Even after Mr Gray had told them there was unusual swelling on Karl’s optic nerve, suggesting a build-up of pressure, it was unclear what was causing it.
And it was only when Karl was referred to the Royal Victoria Infirmary (RVI) in Newcastle for MRI and CAT scans that a firm diagnosis could be made.
Karl was taken into the RVI on Friday, November 23, just three days after his visit to the opticians, and had his operation the following Monday.
Mr Carter said: “We never ever thought it was a tumour or something as serious as that. It was only when they did the MRI scan that we realised.
“There were a lot of people who helped us at the hospital and they explained what the procedure was. Out of the three of us Karl was the calmest of the lot.
“You feel so emotional because there is nothing you can do for him and you are trying to be strong for him, but you have to hide how you feel a bit.
“At home you go to bed, sleep and get up the next morning for work. I had a bed beside Karl in the hospital and I was waking up more than every hour, just checking to make sure everything was ok, but he was lying fast asleep as if there was nothing on his mind.”
After Karl’s operation his parents had an anxious night waiting to find out how he would recover, but when they returned to the hospital the next morning they found him sitting in bed with a cup of tea and toast and astounding doctors with his progress.
And within days he was back with his family at their home in Castle Close, even though he will have to wait a little longer to return to classes at King Edward VI School.
Mrs Carter said: “It was frightening stuff. For all you hear about these things you never dream of it happening to you and your family.
“It has been so emotional, like a whirlwind. It felt like we were in the hospital a long time waiting for the operation, but when we look back now I can’t believe it is just over a week ago.
“I had put the Christmas tree up just before all this started, but the lights weren’t on or anything and then this happened. I just felt like throwing the tree out the window, I thought to hell with Christmas this year.
“Now the lights are on, the tree is up and Christmas is back on again.”
Karl will still have to have more treatment and is due to start chemotherapy and radiotherapy in the New Year, but his family are ready to support him throughout the journey and are aware that the situation could have been worse.
Mrs Carter said: “All of the care has been spot on, really good, everything has been marvellous.
“We are so thankful to Mr Gray for spotting the signs. It just highlights how essential eye tests are.

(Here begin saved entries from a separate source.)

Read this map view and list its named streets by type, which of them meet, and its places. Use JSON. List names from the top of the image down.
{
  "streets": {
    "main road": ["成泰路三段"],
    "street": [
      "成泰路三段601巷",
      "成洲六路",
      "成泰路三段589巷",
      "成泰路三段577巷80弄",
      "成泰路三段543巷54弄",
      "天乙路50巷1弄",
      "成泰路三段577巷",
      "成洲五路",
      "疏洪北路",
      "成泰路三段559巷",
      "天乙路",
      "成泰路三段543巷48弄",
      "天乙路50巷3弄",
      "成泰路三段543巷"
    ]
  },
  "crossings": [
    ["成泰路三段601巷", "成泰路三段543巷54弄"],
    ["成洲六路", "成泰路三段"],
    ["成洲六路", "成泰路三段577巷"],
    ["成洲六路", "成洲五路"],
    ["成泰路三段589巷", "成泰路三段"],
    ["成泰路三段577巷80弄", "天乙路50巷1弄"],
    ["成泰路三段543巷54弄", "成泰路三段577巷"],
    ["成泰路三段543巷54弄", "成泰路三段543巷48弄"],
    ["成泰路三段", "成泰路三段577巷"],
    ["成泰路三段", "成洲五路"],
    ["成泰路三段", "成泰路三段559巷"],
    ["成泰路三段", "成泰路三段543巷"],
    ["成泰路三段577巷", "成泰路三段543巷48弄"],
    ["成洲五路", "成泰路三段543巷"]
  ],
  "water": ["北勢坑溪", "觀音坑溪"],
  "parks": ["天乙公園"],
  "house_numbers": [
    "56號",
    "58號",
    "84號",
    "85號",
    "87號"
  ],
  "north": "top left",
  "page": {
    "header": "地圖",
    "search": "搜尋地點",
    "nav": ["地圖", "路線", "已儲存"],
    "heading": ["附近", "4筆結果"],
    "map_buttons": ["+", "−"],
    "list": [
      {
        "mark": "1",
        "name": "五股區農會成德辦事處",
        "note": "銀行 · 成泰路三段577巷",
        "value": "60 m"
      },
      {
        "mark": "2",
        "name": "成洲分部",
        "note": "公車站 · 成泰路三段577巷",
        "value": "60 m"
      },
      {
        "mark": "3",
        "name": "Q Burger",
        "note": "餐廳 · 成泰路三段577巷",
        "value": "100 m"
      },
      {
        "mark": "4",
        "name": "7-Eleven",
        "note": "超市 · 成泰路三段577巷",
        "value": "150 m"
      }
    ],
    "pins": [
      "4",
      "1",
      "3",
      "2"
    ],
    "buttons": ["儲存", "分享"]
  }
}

“A lot of people will be walking around with headaches, but never presume it could be something like this and do nothing, and there are others who don’t get these symptoms. It is so important to get your eyes checked.”
Mr Gray, who works at Robert Green and Partners Opticians in Bridge Street, echoed the advice.
“Fortunately, this sort of thing is really quite unusual, but it does highlight the need for regular eye care.
“I’m just delighted in this case that Karl is making a first-class recovery,” he said.
“People with this condition don’t always get headaches. Not everyone with a tumour will show that, but here we examine the back of the eye so we can see changes.
“We pick up on this sort of thing about once a year. It is something that is potentially life-threatening so it is important to have checks.”